■ PROBLEM DETAILS ■
Pick out the lines in the listing below that contain the word "rows" and copy them.
┄┄┄┄┄┄┄┄┄┄
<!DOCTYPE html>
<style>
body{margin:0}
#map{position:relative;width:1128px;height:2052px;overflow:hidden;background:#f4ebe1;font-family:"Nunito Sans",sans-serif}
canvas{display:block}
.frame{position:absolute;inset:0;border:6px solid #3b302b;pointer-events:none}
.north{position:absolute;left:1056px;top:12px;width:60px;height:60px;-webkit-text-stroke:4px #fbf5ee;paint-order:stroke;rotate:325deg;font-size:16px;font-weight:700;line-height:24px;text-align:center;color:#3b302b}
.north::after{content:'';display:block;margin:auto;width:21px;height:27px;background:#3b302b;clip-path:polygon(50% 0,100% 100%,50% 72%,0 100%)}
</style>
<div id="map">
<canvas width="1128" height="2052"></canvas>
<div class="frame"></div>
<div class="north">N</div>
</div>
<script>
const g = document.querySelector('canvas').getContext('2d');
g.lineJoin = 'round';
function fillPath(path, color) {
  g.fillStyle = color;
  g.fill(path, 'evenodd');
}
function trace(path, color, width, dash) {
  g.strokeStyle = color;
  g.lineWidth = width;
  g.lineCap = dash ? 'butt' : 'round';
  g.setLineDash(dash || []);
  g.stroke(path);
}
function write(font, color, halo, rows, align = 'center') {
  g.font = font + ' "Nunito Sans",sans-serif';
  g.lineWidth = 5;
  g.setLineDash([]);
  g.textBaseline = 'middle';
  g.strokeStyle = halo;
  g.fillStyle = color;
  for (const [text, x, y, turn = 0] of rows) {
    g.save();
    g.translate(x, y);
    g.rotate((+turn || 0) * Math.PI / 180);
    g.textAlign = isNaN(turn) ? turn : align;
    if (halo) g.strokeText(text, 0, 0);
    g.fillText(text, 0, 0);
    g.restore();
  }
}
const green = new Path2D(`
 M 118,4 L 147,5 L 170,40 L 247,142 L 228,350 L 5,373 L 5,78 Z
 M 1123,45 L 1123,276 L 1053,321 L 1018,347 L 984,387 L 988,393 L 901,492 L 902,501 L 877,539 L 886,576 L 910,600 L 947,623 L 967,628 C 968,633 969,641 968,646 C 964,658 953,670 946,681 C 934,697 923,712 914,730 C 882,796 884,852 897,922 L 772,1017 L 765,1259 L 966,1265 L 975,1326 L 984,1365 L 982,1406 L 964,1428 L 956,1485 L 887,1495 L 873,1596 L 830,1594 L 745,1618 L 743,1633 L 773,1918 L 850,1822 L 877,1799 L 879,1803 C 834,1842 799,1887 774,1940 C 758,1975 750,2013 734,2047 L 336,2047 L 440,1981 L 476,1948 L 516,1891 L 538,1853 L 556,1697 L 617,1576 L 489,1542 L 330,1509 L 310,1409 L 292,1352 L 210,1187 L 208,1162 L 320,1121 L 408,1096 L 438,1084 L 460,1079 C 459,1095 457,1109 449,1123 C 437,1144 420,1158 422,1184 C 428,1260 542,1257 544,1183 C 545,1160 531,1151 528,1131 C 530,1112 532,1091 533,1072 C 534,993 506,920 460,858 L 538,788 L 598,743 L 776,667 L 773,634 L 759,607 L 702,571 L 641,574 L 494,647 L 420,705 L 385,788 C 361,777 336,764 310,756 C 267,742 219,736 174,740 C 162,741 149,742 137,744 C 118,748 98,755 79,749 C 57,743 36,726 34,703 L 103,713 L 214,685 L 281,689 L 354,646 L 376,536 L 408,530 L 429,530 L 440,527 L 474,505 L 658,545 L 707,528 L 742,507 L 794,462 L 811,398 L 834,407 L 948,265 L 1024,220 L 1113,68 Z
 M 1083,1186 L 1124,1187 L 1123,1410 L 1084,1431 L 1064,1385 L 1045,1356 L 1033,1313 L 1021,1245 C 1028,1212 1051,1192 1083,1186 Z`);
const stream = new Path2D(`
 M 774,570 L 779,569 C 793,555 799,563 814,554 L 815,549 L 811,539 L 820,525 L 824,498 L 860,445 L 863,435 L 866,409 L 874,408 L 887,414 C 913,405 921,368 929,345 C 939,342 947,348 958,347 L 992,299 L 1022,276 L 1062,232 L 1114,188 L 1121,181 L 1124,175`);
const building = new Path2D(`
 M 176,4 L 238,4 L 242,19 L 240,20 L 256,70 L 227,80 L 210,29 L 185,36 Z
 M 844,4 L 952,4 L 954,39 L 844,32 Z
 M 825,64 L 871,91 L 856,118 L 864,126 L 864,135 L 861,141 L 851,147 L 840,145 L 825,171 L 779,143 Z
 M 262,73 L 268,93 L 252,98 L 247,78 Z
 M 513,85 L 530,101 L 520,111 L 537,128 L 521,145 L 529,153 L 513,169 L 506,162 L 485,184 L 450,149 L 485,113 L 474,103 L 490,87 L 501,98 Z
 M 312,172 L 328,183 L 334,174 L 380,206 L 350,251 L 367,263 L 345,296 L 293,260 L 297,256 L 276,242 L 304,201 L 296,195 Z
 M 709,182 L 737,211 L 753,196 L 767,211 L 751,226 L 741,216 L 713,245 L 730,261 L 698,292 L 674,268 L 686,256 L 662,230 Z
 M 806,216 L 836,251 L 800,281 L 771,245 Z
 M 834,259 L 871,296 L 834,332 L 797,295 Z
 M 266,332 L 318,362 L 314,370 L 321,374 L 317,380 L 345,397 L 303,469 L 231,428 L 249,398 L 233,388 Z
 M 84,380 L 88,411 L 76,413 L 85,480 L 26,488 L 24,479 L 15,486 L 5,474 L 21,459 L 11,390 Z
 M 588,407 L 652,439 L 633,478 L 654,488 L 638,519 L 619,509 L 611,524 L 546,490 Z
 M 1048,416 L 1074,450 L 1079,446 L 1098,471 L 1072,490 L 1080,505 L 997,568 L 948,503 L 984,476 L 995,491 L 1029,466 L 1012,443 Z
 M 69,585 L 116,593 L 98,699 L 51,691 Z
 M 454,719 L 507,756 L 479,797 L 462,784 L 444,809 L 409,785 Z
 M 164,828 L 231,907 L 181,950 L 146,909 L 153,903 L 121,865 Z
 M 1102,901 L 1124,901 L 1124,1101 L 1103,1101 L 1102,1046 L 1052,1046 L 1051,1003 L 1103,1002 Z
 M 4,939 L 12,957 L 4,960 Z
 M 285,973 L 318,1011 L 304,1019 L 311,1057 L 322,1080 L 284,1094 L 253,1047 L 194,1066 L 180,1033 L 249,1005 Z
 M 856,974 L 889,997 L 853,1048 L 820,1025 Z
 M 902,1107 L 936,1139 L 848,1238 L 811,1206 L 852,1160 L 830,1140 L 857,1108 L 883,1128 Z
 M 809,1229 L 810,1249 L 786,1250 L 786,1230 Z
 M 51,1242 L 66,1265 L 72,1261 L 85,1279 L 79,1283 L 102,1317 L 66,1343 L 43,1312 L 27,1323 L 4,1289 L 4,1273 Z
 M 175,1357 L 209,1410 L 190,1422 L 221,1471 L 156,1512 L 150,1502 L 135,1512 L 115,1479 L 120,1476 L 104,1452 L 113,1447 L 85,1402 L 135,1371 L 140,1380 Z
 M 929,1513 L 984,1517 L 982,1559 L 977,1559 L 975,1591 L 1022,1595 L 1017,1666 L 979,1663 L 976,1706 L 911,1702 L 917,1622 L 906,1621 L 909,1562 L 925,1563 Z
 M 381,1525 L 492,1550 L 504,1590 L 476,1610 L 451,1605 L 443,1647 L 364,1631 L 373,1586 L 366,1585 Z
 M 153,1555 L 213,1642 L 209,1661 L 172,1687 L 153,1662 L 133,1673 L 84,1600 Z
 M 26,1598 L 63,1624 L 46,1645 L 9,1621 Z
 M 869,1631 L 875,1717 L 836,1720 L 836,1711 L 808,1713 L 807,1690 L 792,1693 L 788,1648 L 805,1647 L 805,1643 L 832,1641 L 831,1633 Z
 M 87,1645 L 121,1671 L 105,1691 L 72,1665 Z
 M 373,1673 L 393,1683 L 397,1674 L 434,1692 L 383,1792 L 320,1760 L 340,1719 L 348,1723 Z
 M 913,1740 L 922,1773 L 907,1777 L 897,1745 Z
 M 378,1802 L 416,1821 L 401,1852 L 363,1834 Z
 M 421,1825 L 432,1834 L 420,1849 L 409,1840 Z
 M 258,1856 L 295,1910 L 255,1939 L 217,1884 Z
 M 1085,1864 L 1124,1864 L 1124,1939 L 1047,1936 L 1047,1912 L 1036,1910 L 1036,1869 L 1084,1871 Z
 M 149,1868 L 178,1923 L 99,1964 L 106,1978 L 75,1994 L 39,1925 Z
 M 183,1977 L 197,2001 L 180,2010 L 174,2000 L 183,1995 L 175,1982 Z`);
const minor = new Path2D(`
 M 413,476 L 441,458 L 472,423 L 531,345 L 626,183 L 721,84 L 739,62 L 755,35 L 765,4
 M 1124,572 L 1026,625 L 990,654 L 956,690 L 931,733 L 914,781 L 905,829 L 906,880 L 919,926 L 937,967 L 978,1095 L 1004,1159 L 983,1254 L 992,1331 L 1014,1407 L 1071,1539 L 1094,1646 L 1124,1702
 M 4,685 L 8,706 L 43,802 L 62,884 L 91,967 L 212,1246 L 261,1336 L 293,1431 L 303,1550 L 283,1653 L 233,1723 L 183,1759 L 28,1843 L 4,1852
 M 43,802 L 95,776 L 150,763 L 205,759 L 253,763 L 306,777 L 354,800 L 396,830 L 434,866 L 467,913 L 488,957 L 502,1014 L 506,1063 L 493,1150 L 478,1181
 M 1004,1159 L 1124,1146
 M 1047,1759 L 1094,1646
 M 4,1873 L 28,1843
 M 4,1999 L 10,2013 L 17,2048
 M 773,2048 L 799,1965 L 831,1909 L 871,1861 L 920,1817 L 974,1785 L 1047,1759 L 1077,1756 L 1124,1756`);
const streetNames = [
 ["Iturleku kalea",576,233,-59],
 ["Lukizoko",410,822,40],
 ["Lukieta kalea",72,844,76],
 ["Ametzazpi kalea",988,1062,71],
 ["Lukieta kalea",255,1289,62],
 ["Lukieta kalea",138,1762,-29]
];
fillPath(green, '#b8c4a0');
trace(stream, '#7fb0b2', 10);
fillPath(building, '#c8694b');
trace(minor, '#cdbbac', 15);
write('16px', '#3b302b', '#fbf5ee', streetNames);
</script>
┄┄┄┄┄┄┄┄┄┄
■ ANSWER SECTION ■
function write(font, color, halo, rows, align = 'center') {
  for (const [text, x, y, turn = 0] of rows) {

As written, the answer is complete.